The implication here is that ads will appear amongst friends' snaps of babies and rants about the service at Costa as they do now, but there will be multiple feeds for different types of posts rather than just the one.

It seems pretty unlikely that users will be able to choose to 'switch off' ads by selecting say the 'Friends Only' stream. More likely is that ads will still pop up all over the shop, but may now be segmented into appropriate feeds. So for example, an image based-ad will still appear in the 'Photos' feed but won't appear in the 'Music' feed.

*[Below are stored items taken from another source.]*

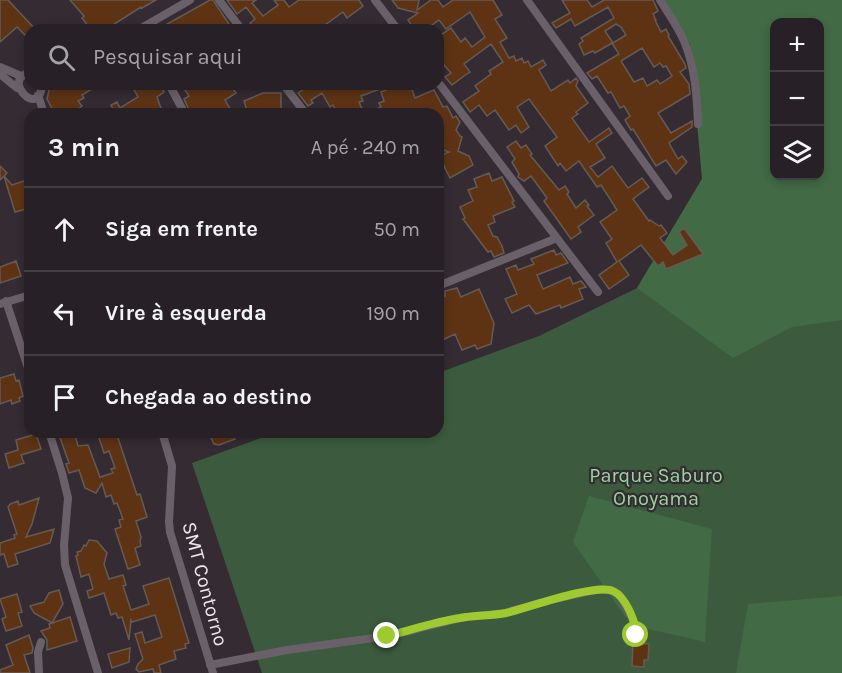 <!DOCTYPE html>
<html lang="pt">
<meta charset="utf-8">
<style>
:root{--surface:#272026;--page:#2f282e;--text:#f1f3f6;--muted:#a4a3a7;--line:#433e43}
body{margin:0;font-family:Karla,sans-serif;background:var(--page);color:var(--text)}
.controls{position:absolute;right:18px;top:18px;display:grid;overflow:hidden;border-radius:12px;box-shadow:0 3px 9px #0003}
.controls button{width:54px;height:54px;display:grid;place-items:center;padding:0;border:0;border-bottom:2px solid var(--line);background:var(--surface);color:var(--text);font:30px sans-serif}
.stop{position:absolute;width:18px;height:18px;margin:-14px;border:4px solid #9eca2f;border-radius:50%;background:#fff}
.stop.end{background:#9eca2f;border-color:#fff;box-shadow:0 2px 6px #0008}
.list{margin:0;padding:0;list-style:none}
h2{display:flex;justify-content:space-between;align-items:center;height:78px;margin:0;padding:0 24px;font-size:26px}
h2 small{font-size:20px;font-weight:400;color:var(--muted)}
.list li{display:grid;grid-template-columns:39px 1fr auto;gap:18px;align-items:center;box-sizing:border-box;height:84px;padding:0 24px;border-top:2px solid var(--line)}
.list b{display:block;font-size:22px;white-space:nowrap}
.list em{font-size:20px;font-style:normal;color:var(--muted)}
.icon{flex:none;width:33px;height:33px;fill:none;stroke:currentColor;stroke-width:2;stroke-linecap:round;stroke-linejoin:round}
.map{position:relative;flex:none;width:842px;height:673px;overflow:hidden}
.search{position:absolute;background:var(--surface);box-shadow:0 3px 9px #0003;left:24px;top:24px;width:420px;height:66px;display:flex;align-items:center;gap:15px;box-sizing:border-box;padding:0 21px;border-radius:18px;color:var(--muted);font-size:22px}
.panel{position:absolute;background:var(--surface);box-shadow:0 3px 9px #0003;left:24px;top:108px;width:420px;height:330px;border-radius:18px}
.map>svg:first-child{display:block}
.green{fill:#3c5b3e;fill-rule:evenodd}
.forest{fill:#426a45;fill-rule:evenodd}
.building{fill:#5d3314;stroke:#665b54;stroke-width:1.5;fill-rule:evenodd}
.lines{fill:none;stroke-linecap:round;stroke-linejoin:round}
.path{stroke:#90888f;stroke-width:1.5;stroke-dasharray:1.5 4.5;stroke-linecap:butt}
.minor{stroke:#6a6069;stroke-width:8}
.route{stroke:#9eca2f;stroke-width:8}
.labels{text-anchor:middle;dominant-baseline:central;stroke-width:4.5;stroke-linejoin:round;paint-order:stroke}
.park-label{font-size:20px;fill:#97d79b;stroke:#342b33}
.street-label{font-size:20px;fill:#eee8ed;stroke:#342b33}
</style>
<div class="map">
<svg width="842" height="673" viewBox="0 0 842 673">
<rect width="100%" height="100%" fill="#342b33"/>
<path class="green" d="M662 0H842V673H262L192 463 277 432H438V373L539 336 637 288 702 179V85L690 44ZM774 22H820V176H774Z"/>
<path class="forest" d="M662 0H842V320L792 327 733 358 637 288 702 179 690 44ZM774 22H820V176H774Z
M589 496 712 529 705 642 631 625 573 542Z
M842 596V673H736L748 604Z"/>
<path class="building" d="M0 0H8L36 30H30V40L17 27 0 42Z
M70 0H156L142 8 141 7 105 30H82L88 26 82 18 84 16Z
M210 0H213L229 24 219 30H170L167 24Z
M227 0H256L252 3 263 16 278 5 274 0H284L289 7 299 0H359L363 6 347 18 343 12 325 25 329 30H257L250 23 255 19 246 7 237 14Z
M392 0H419L417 10 431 0H438L443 7 453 0H493L502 15 495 19 507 38 500 42 509 58 514 56 516 61 522 58 524 63 528 61 531 67 543 60 546 65 539 70 551 91 568 80 570 83 576 78 578 81 576 86 588 103 576 112 578 114 572 118 589 142 609 128 612 133 596 144 605 158 590 167 598 177 612 166 628 188 642 178 649 187 633 199 649 221 650 220 659 226 661 225 667 233 660 238 673 255 687 245 679 232 684 228 703 254 666 269 663 262 658 266 641 245 619 261 629 275 609 289 599 275 617 262 606 243 612 239 600 222 617 210 601 185 597 187 579 161 566 171 560 163 558 166 545 146 557 137 529 99 517 107 529 127 521 133 516 125 509 130 495 110 487 116 479 105 470 112 463 102 479 91 475 86 491 74 489 71 503 62 491 44 464 64 470 72 464 76 452 85 445 77 451 73 438 58V37L451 28 461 42 465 38 472 47 485 37 470 12 446 29 439 20 425 30H415L408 20 418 13 398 8Z
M562 0H587L592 7 604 0H653L658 11 653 14 656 20H655L661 32 666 29 669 35 668 36 685 64 686 68 680 72 689 84 690 94 658 113 671 133 692 121V127L669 143 678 159 682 156 687 162 676 174 666 160 656 166 633 129 631 130 625 120 630 116 624 106 620 108 611 92 608 93 597 76 592 79 587 73 619 54 612 43 595 53 593 51 584 55 579 44 583 41 581 38 614 18 608 7 575 26 571 19 556 28 552 23 570 13ZM616 24 621 27 626 35 613 43 605 31ZM642 48 654 67 660 63 663 67 666 66 672 76 660 84 657 80 647 86 643 78 634 82 621 61Z
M61 84H100L82 95 84 98 78 101 82 106 72 114H66L62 110 55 114 47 99 50 86 53 89Z
M131 84H160L164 92 157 97 163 114H110L114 112 111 105 117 102 120 108 138 97Z
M181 84H230L236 93 225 100 233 114H209L206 109 198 114H191L184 99 189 96Z
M304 84H378L380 89 361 96 363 101 359 102 364 114H338L333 105 330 107 322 93 311 100 313 103 308 106 298 93 304 89Z
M400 84H410L415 98 434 90 443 107 447 106 453 118 456 116 460 122 456 130 460 136 462 137 458 151 469 156 473 165 450 178 439 156 449 152 438 148V114H365L381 107 379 103 384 101 381 92Z
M263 93H281V114H248L244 101Z
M516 141 521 148 526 145 532 154 530 155 559 190 565 186 569 192 567 194 576 208 585 200 589 205 587 206 594 215 578 227 581 232 571 239 544 201 547 198 531 176 524 181 518 177 519 174 512 162 515 159 507 147Z
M0 166 7 173 4 176 12 185 30 179V208L15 212 4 176 0 180Z
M489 173 492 181 502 177 514 201 512 202 515 207 493 216 495 222 488 225 493 236 497 237 502 246 504 253 494 257 491 251 488 252 463 219 465 218 460 207 473 201 468 190 477 187 474 179Z
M554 250 556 255 561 253 568 263 537 275 543 289 570 277 573 284 581 281 586 287 579 289 583 299 561 308 560 305 536 314 529 305 512 313 505 299 517 294 506 269 516 265 518 270 534 264 531 259Z
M16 261 21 276 0 283V267Z
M457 288 461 297 479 289 494 323 491 344 477 349 475 345 462 350 455 334 438 342V299L445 296V291Z
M14 374 16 381 19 380 23 396 19 398 20 401 12 404 11 400 0 404V378Z
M58 432H74L78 446 88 445 100 477 113 473 111 469 115 468 109 451 104 453 97 432H116L137 495 140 494 147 517 136 521 141 537 140 541 141 546 135 548 140 565 128 569 115 529 121 527 119 520 123 519 117 503 114 504 111 495 106 497 102 483 96 493 85 488 79 470 69 473 66 464 69 463Z
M208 432H232L235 439 219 445 214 444Z
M36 434 41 449 21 455 24 463 9 468 5 454 18 450 16 440Z
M39 498 32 524 26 537 54 529 50 543 15 554 18 564 8 567 4 554 0 555V543L15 538 14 535 17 534 8 507 10 504 18 501 19 505Z
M89 540 97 541 107 553 104 564 109 579 123 575 126 585 123 586 131 610 149 604 143 586 169 578 189 643 185 644 186 648 174 651 176 659 159 665 161 673H154L153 669 139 672 136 669 138 664 143 659 135 634 142 632 145 643 162 637 155 615 132 622 131 620 129 640 122 617 118 618 116 613 111 615 104 593 89 598 87 591 93 589 89 574 81 577 76 556 78 555 77 552 81 551 84 545 86 546Z
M59 590 63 604 52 623 34 613 30 606 44 602 49 593Z
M17 594 22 612 18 613 22 626 6 631 2 619 6 617 0 599Z
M70 617 77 641 47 650V640L41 631 50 628 49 624Z
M29 635 33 648 32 653 24 655 30 673H0V670L13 665 6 645Z
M633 643 649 644 648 660H644V667L632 666Z
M130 648 129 662 112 668 108 654Z"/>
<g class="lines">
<path class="path" d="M193 574 204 572"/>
<path class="minor" d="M219 0 242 30
M375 0 398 30
M527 0 668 196
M660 0C668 13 678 27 684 41 695 67 697 96 698 124
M138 30 190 0
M0 67 21 76
M30 73C0 78 40 121 42 84
M0 74 17 88
M438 82 598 292
M169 84 185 114
M283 84 306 114
M38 95 44 114
M438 286 557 238
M6 301 30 374
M0 304 30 295
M49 432 62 473 68 498 64 545 65 565 98 673
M162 432 172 466 169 522 170 532 213 673
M210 665 287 650 388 636 460 618 504 613 550 600 600 589 613 591 619 594 633 620 636 627V635
M39 673 38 652 41 642"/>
</g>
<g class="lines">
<path class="route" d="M387 636C411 630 435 622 460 618 475 615 491 616 506 613 527 608 596 583 613 591 626 597 636 622 636 635"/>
</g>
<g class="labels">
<g class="park-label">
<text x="656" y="475">Parque Saburo<tspan x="656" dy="23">Onoyama</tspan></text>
</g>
<g class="street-label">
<text transform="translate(205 584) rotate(75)">SMT Contorno</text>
</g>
</g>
</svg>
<div class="controls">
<button>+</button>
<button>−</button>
<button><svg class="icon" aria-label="layers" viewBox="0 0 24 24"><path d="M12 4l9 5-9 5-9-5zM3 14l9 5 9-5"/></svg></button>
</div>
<div class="stop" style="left:636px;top:635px"></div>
<div class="stop end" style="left:387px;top:636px"></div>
<div class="search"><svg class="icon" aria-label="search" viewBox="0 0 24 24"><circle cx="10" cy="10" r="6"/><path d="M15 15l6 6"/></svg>Pesquisar aqui</div>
<section class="panel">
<h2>3 min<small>A pé · 240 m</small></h2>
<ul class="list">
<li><svg class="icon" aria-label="ahead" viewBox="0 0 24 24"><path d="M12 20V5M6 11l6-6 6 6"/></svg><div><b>Siga em frente</b></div><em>50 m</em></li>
<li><svg class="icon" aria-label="left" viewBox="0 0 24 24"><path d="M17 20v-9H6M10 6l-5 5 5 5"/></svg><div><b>Vire à esquerda</b></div><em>190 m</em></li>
<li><svg class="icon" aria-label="arrive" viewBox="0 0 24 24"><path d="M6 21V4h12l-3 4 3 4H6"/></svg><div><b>Chegada ao destino</b></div></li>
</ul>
</section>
</div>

Of the people we asked, nearly 70% said they preferred targeted ads to untargeted ones. Does this mean that if ads start appearing in the right places (image-based ones in the 'Photos' feed, video-based in the 'Video' feed etc) they'd be more responsive to them?

Unlikely.

The bigger and more intrusive the ads are, the less users will see the targeted placement of them as a positive. And with the release of Facebook 'Home' comes new questions about how willing users will be to be immersed in a platform that is constantly pushing ads on them 24/7 (as inevitably 'Home' will).

What Now?

Now let's put this in perspective: the top bods at the biggest social network of all time are not going to be too fussed about a few users who don't like ads.

However, they do need to remember that Facebook's core product is its user-base: if they go, the advertisers and investors will go with them.

Mark Zuckerberg once said: "The thing that we are trying to do at Facebook, is just help people connect and communicate more efficiently."

This is his biggest test yet in trying to stick to that principle.